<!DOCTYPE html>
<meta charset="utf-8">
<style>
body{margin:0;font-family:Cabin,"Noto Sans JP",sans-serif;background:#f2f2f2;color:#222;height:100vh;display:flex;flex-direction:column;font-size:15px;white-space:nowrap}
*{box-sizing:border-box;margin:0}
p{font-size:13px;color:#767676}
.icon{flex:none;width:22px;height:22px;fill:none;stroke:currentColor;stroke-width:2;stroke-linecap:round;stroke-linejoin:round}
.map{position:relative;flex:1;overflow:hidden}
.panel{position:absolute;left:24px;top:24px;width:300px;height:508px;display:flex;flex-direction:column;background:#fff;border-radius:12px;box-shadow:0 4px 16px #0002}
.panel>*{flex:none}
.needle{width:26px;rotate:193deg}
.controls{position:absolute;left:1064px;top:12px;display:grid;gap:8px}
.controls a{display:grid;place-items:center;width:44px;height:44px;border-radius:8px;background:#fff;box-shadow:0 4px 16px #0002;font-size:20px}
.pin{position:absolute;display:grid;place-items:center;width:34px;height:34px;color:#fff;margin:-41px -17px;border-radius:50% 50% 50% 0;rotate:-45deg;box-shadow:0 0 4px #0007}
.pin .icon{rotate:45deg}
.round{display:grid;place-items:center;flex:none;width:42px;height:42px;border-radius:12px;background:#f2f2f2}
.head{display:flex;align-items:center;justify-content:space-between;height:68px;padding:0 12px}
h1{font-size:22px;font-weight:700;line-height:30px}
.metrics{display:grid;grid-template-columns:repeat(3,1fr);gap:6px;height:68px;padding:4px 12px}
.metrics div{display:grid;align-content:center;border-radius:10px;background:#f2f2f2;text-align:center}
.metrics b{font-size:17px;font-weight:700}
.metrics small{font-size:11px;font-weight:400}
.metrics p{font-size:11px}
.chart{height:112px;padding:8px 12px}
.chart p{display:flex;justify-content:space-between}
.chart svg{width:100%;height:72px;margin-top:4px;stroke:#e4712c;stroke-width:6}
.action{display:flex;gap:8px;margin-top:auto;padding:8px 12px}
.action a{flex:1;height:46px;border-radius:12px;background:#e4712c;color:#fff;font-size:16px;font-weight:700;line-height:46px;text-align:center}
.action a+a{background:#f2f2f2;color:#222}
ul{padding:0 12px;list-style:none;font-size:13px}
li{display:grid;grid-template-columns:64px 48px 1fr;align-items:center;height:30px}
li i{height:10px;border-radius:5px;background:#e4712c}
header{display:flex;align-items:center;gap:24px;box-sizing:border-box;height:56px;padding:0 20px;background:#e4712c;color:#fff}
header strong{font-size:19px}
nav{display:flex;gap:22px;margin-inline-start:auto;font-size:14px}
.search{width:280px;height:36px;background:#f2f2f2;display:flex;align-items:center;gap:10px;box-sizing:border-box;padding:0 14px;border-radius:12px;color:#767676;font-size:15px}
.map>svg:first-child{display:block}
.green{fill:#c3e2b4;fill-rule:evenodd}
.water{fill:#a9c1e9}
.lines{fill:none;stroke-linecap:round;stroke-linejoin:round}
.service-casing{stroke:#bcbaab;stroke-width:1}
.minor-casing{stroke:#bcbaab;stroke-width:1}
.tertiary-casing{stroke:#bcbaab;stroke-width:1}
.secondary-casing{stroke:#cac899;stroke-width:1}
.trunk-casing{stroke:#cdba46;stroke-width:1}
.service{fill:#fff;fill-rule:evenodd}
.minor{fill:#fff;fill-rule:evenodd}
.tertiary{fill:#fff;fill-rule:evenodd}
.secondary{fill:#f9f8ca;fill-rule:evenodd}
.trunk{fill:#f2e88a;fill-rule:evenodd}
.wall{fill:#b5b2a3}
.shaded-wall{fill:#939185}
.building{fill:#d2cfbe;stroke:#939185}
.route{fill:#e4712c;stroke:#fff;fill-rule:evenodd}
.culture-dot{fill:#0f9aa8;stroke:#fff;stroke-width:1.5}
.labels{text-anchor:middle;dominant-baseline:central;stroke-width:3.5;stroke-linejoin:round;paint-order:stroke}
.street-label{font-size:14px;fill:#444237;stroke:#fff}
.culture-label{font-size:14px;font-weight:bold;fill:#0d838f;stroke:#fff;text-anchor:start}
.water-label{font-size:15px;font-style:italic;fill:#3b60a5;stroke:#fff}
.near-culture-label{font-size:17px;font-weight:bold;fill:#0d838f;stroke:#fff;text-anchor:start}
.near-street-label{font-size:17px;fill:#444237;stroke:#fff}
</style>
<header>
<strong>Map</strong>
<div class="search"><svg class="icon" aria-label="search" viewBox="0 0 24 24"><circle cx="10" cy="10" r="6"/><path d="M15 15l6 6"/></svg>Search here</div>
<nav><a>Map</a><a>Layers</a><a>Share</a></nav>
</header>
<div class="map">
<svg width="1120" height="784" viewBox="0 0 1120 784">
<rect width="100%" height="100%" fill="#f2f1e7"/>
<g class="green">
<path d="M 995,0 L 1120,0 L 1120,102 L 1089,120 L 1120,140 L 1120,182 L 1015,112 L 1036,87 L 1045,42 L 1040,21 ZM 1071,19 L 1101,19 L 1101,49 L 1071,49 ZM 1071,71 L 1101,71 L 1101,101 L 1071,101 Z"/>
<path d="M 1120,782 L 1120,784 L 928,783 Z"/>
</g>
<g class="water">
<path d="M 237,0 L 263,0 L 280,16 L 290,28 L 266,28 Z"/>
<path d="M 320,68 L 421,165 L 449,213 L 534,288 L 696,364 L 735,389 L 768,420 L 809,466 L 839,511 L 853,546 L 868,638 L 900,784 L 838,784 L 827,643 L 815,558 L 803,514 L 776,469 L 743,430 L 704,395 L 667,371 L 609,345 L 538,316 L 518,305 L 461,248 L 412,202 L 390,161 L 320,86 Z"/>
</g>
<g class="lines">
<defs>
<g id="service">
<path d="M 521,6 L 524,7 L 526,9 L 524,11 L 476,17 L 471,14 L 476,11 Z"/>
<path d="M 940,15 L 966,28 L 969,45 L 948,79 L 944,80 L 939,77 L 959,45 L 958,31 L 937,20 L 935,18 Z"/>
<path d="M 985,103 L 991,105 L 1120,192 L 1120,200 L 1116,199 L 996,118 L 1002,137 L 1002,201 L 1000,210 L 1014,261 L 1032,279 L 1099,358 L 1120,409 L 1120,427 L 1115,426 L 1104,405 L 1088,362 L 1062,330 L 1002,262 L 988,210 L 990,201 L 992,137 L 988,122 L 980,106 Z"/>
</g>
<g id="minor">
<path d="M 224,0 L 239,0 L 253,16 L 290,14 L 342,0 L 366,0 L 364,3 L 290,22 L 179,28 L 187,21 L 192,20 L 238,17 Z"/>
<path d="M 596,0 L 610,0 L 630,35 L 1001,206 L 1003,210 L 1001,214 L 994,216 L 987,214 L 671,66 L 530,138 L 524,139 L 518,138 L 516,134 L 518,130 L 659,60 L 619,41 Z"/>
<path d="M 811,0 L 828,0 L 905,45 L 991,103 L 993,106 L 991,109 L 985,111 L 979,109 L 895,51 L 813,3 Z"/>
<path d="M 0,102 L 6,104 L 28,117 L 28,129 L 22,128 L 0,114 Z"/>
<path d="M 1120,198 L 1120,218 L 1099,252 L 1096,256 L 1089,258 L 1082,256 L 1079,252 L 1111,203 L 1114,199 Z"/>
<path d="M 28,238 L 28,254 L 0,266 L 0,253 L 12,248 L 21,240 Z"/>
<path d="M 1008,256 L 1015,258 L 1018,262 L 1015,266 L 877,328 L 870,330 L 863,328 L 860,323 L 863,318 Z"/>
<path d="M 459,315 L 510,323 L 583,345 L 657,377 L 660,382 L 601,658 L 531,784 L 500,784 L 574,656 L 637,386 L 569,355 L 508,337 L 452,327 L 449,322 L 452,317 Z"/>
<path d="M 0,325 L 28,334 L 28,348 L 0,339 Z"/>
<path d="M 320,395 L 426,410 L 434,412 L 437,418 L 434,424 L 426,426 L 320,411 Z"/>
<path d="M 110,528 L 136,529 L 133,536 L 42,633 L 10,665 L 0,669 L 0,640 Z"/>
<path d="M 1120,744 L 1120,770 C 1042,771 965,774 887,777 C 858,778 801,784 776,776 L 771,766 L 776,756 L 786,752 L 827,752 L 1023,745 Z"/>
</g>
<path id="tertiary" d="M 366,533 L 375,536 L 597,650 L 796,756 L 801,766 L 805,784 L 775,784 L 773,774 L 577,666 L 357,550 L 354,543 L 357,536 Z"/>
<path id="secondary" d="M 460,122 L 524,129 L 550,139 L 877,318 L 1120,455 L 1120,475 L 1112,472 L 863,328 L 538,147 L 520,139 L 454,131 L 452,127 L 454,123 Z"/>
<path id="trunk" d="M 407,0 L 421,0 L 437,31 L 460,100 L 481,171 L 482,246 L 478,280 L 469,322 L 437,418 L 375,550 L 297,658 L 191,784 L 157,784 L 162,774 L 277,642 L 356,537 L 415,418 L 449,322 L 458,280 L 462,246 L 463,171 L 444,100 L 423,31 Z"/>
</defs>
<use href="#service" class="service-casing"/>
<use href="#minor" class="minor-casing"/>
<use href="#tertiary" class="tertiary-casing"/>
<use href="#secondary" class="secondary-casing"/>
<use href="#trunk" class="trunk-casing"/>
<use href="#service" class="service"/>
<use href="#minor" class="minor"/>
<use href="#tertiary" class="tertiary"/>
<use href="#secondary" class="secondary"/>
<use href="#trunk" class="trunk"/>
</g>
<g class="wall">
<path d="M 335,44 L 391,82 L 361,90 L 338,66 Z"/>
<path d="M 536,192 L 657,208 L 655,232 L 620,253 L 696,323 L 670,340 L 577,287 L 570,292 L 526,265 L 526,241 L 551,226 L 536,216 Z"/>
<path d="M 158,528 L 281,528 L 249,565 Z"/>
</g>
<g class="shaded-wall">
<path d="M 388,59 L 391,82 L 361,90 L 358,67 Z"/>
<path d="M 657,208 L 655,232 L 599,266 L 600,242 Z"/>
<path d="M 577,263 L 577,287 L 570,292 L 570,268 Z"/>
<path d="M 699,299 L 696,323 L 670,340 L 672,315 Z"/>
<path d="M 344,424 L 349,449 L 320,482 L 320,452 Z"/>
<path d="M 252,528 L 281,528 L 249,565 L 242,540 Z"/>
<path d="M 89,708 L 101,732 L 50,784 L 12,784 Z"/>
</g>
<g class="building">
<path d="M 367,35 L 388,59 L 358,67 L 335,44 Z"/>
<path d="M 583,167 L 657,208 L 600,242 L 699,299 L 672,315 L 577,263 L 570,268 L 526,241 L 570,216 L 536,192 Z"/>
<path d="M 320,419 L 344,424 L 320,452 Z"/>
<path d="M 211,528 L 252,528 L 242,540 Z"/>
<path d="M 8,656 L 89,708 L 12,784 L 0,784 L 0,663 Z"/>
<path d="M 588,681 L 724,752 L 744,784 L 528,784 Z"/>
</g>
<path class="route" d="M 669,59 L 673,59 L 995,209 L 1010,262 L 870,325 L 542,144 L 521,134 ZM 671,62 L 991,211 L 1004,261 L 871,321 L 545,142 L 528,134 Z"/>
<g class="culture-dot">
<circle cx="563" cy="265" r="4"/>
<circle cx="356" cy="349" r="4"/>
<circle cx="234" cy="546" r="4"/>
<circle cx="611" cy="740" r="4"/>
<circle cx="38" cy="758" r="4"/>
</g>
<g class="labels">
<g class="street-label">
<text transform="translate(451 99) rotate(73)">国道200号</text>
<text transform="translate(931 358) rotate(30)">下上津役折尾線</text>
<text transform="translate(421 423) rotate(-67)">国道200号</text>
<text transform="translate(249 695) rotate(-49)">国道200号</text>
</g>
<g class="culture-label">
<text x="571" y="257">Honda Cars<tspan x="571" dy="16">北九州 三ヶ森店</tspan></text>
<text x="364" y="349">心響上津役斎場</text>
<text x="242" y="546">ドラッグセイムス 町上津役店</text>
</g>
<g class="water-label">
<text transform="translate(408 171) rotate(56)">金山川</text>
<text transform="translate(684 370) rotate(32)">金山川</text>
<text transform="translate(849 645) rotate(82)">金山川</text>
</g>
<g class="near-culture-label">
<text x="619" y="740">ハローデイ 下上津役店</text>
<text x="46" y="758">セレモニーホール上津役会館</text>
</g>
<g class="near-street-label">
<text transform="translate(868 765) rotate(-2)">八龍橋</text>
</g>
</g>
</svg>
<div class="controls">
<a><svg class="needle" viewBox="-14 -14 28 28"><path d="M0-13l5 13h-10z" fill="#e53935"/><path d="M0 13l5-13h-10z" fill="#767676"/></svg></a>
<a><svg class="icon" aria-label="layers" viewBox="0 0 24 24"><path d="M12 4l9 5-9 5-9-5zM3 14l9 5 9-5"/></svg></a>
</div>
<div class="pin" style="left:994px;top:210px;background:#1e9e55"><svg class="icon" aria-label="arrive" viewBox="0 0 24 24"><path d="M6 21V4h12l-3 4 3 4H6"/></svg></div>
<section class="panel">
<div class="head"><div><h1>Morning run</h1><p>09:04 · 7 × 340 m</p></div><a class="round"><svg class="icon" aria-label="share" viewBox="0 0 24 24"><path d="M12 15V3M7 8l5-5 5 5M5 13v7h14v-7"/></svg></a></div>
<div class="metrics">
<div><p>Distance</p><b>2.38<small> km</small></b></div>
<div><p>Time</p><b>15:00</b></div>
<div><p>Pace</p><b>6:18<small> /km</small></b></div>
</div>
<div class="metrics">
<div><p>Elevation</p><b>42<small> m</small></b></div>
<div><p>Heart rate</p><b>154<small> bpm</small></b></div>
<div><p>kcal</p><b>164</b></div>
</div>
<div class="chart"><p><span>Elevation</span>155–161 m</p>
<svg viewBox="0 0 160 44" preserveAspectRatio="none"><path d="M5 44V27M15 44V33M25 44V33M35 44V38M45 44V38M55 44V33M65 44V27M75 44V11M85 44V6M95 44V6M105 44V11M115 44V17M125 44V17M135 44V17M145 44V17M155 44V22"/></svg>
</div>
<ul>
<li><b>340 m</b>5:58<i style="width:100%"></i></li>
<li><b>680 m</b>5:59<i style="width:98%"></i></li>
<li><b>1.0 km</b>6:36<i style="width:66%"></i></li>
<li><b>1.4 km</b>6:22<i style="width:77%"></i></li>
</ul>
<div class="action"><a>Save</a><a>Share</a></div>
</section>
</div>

▶ **What the task requires**: Pull every line holding "lines" out of the records.

▶ **Response for this exercise**:
.lines{fill:none;stroke-linecap:round;stroke-linejoin:round}
<g class="lines">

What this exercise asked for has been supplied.